Work required » I need the number of lines in the following entries that hold the word "content", and no other text.

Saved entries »
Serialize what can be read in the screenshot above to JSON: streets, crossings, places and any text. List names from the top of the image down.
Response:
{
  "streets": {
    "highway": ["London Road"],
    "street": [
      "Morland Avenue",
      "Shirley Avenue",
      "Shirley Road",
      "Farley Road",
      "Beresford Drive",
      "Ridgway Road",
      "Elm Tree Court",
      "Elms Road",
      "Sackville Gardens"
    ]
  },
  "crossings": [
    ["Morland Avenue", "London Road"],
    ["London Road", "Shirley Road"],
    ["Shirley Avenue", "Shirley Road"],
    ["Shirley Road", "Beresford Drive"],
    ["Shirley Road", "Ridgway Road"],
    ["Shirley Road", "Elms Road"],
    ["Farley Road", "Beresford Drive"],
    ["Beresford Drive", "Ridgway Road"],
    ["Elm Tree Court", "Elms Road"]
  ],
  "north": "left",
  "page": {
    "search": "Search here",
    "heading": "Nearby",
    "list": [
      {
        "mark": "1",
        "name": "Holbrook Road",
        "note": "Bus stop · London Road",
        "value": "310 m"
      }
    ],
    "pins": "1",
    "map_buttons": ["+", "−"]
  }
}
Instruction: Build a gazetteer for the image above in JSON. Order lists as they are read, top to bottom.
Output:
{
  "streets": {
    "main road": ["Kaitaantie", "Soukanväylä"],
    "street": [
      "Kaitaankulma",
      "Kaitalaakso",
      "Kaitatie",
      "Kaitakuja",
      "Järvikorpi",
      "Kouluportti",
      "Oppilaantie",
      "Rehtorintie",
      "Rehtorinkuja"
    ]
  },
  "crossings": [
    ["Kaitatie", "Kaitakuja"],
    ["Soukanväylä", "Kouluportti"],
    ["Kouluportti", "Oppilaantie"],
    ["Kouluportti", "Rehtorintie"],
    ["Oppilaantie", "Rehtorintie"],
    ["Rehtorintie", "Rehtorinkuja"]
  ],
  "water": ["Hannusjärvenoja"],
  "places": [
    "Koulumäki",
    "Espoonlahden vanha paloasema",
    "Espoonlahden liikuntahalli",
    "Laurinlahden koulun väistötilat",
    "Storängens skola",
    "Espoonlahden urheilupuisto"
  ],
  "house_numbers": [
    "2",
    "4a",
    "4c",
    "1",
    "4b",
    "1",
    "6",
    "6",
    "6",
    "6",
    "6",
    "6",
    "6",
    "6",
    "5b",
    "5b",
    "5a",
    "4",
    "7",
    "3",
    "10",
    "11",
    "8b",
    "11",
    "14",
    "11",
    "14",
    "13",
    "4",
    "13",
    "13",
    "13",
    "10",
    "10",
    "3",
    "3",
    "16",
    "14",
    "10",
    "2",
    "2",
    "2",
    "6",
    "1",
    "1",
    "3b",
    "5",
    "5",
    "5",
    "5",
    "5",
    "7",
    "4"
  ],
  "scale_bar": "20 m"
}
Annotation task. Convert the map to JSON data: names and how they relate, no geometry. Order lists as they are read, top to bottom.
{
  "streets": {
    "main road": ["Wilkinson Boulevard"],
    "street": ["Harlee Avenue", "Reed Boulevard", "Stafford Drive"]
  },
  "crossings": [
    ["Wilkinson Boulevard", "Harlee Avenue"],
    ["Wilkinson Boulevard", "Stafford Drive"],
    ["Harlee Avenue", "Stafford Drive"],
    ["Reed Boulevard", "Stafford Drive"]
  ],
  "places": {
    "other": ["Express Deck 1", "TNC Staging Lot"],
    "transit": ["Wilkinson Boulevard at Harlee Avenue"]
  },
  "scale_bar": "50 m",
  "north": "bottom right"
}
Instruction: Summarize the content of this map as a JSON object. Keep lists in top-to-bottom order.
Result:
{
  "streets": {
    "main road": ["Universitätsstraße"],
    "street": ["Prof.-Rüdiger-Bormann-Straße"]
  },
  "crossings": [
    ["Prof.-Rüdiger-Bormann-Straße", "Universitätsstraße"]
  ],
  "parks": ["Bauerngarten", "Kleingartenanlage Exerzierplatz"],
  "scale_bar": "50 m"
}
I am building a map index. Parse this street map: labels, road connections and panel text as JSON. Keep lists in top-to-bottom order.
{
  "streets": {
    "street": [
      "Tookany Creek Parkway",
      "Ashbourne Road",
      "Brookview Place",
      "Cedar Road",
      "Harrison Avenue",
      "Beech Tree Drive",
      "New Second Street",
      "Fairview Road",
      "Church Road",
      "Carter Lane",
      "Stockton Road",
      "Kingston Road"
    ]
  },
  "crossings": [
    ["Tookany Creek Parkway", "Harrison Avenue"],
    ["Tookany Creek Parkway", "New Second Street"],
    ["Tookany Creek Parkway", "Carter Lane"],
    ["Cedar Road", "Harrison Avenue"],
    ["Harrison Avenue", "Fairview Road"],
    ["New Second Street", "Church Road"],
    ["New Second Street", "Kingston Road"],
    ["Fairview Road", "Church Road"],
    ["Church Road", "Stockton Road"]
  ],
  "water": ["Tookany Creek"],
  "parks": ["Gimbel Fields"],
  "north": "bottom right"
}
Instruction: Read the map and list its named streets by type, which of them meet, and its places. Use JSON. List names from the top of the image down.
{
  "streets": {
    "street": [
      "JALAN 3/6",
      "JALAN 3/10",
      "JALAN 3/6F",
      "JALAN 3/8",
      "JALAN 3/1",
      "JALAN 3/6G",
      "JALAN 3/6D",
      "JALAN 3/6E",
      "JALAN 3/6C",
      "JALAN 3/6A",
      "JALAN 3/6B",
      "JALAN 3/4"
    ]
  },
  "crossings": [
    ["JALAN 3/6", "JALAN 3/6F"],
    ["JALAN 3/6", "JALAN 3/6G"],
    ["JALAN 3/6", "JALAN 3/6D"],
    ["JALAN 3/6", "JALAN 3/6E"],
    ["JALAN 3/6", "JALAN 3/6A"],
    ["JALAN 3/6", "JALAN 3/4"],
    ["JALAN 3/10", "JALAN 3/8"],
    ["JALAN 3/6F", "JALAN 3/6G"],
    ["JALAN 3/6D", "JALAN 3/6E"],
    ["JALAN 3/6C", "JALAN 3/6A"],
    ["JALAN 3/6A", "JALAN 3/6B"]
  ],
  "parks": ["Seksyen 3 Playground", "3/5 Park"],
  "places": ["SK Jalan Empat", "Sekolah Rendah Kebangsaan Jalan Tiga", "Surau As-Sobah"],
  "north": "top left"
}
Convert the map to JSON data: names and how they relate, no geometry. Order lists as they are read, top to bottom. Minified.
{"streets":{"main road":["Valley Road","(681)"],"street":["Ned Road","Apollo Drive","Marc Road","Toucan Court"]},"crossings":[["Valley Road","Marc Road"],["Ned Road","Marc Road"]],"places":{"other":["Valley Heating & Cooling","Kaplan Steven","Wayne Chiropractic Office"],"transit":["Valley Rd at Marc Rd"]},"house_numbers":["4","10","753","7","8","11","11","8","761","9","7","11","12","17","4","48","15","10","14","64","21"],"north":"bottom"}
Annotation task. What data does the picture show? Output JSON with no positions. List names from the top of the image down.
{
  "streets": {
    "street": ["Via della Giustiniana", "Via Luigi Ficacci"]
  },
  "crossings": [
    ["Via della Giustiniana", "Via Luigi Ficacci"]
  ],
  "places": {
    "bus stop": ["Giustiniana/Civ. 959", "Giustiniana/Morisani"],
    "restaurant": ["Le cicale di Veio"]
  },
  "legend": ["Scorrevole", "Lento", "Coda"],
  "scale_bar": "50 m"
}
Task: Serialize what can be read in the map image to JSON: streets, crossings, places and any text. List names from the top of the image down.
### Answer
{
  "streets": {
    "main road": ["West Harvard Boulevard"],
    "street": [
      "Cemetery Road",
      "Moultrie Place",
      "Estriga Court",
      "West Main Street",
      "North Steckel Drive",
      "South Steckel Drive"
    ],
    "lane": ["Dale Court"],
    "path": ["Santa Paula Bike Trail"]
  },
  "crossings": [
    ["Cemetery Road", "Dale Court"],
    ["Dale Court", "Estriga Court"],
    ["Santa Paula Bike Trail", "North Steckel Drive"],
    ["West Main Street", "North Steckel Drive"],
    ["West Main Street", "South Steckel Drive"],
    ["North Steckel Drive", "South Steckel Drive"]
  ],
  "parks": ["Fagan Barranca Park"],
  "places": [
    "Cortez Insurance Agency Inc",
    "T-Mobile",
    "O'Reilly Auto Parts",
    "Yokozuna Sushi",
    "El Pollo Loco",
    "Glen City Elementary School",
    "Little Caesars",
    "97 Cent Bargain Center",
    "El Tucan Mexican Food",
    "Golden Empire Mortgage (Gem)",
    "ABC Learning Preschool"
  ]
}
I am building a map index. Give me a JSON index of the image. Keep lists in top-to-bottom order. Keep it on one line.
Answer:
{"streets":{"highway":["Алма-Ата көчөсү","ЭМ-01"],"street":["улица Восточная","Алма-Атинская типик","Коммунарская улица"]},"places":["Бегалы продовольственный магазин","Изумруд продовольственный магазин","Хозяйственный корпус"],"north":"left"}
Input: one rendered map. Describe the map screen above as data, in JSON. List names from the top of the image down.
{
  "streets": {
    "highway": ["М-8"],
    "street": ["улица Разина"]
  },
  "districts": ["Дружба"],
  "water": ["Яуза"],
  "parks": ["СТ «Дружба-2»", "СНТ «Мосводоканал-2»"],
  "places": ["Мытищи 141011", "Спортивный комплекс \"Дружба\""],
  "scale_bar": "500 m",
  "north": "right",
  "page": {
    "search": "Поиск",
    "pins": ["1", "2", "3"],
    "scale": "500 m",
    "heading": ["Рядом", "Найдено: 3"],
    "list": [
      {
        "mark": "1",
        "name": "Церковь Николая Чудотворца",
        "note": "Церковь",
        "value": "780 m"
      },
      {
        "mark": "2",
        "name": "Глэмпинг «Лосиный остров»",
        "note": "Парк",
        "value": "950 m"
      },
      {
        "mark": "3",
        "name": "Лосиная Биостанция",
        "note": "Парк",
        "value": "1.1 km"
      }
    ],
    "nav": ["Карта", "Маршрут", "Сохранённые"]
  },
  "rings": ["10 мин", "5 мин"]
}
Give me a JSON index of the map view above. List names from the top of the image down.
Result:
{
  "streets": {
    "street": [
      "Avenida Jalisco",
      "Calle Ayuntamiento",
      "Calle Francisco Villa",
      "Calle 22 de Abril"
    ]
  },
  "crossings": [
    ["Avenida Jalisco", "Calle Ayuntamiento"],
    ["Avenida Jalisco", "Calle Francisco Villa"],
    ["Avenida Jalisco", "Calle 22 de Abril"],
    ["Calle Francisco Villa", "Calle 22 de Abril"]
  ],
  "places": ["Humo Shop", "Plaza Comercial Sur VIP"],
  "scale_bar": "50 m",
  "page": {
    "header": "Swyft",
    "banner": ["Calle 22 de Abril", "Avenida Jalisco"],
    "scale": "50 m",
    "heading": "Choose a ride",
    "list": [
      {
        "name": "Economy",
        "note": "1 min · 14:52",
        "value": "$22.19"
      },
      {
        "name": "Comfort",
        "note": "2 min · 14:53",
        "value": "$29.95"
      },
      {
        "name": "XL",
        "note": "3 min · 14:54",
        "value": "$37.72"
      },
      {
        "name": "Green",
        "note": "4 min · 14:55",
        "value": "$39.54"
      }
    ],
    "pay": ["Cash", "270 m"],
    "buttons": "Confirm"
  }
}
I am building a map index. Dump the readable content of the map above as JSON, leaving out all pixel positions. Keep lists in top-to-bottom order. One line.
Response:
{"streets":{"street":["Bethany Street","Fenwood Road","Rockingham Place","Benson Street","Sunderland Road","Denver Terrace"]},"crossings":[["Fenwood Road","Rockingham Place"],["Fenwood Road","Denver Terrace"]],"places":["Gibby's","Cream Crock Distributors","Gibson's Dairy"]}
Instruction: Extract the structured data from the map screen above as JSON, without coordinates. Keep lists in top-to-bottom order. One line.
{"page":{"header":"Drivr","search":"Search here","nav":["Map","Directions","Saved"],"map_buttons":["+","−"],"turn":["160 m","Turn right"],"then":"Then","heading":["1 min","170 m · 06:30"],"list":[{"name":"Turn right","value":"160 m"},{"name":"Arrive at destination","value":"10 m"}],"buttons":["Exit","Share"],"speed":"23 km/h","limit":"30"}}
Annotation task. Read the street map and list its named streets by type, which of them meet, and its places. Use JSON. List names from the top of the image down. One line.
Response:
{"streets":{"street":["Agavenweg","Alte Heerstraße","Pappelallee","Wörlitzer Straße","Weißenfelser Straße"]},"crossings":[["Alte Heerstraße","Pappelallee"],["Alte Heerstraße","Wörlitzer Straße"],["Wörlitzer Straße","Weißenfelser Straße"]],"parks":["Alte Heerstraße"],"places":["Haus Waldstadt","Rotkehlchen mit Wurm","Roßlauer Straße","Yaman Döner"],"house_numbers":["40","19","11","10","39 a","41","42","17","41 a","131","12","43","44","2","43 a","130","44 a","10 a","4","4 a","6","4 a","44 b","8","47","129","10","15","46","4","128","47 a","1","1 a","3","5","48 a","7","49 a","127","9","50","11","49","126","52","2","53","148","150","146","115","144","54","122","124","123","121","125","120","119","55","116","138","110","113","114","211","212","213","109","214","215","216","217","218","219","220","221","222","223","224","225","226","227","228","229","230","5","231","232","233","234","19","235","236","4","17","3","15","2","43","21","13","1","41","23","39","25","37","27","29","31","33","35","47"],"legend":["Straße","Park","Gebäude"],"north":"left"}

Answer space » 2